第22話 気付かないだけで ページ24
「お父さん、あまりお酒を飲み過ぎないようにね。お母さん、家事を教えてくれてありがとう。あと正太郎、さっきは心配してくれてありがとうね。最近は特に寒いから身体を冷やさないようにね」
つい早口になる。これでもまだ伝えたりないが、先に外に出た魘夢様を待たせてはいけない。
「うん、お姉ちゃんも。またね」
「迷惑かけるんじゃないぞ」
「赤ちゃんができたら知らせるのよ」
正太郎、お父さん、お母さんの順で別れの言葉が来る。『またね』『赤ちゃんができたら』その期待には応える事はできない。
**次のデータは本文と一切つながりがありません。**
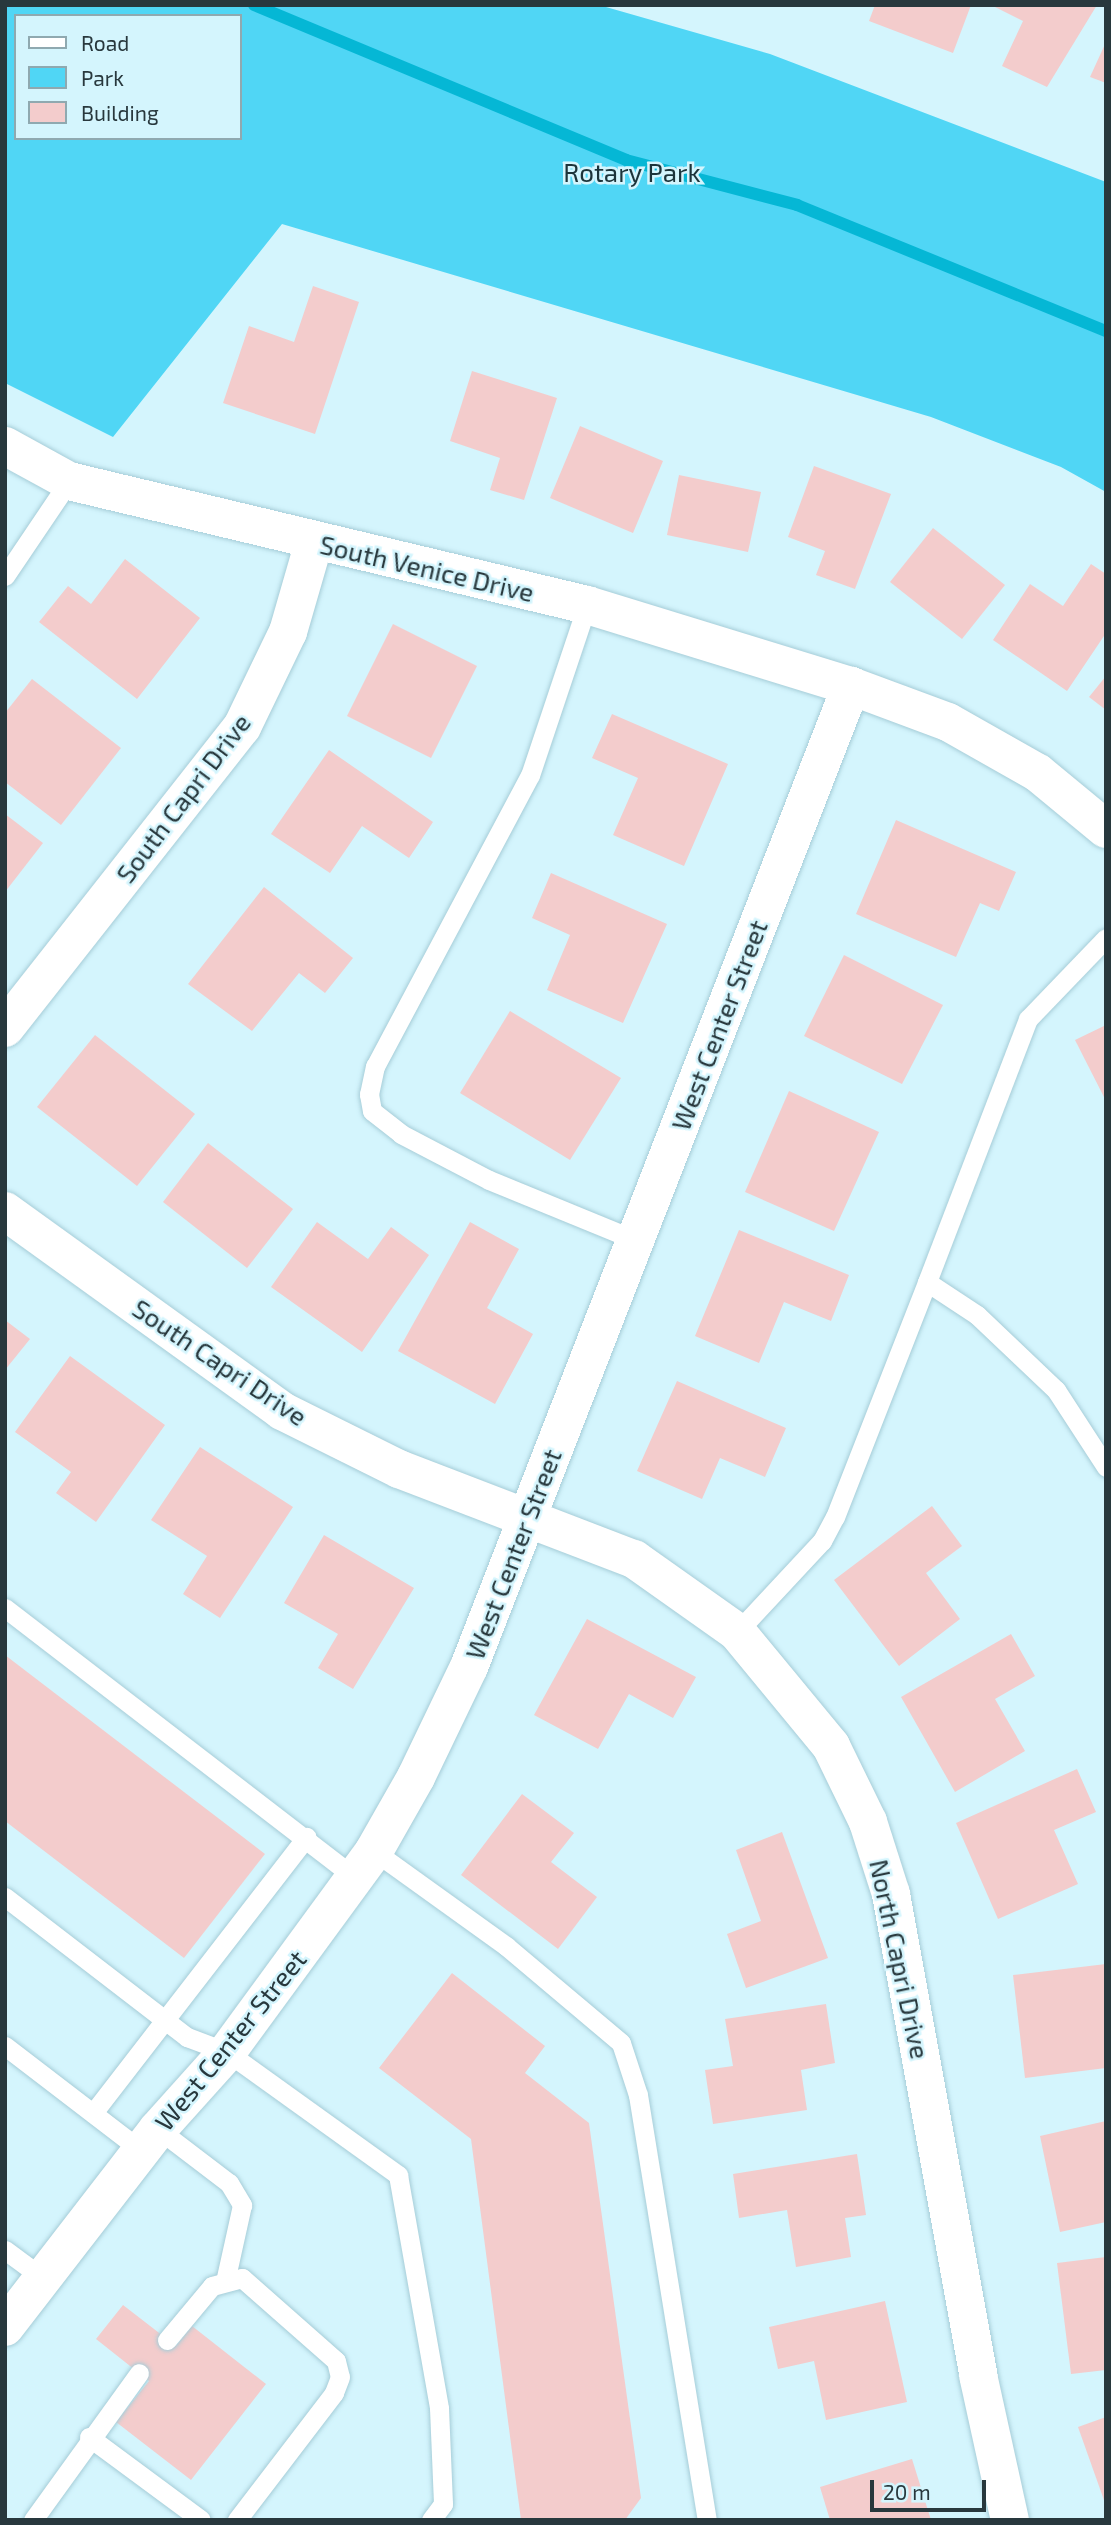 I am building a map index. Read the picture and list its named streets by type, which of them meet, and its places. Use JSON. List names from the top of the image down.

それが申し訳なくて無言で手を振り、家の敷居を跨ぐ。最後にもう一度だけ正太郎の顔を見ると、どこか泣きそうな顔をしていた。
つい抱きしめたい……、そんな衝動に駆られだけど、その気持ちを振り払い住み慣れた家の戸を閉める。
家の灯りが途切れ、辺りが暗くなった。それがまるで正太郎達との関係を表しているようで、心の奥底にひんやりしたものが渦巻くのを感じる。
「お別れの言葉はちゃんと言えたのかな?」
魘夢様の言葉に視線を地面から、彼へと上げる。
「……ふふ、泣いてるの?」
言いながら親指を私の目にやり、少しも残さないというように拭った。残りの指は頬に添えられている。
そして、その親指を自身の口の中に運ぶと、その口元は満足げに引き結ばれた。その姿は異質なのにどこか艶めかしい。
「……はい。正太郎があんな事を思ってたなんて……」
私の言葉に魘夢様が頷き『きっとさ』と話を始めた。
「Aが気付けなかっただけで君の事大切に思ってる人はちゃんといたんじゃない?」
魘夢様らしからぬ言葉に思わず、唖然として彼を見つめる。そんな表情に気付き、魘夢様は意地悪い笑顔を浮かべた。
「ま、今更気付いても遅いけどね」
「……それが、言いたかったのですね」
「そうそう、俺はAのその表情が見たかったの。わかってるね」
けらけら笑いながらもう一度私の顔を見る。私の中の悲しみを探すように見つめた後、見つからないと悟ったのか、歩き出した魘夢様に私も続いた。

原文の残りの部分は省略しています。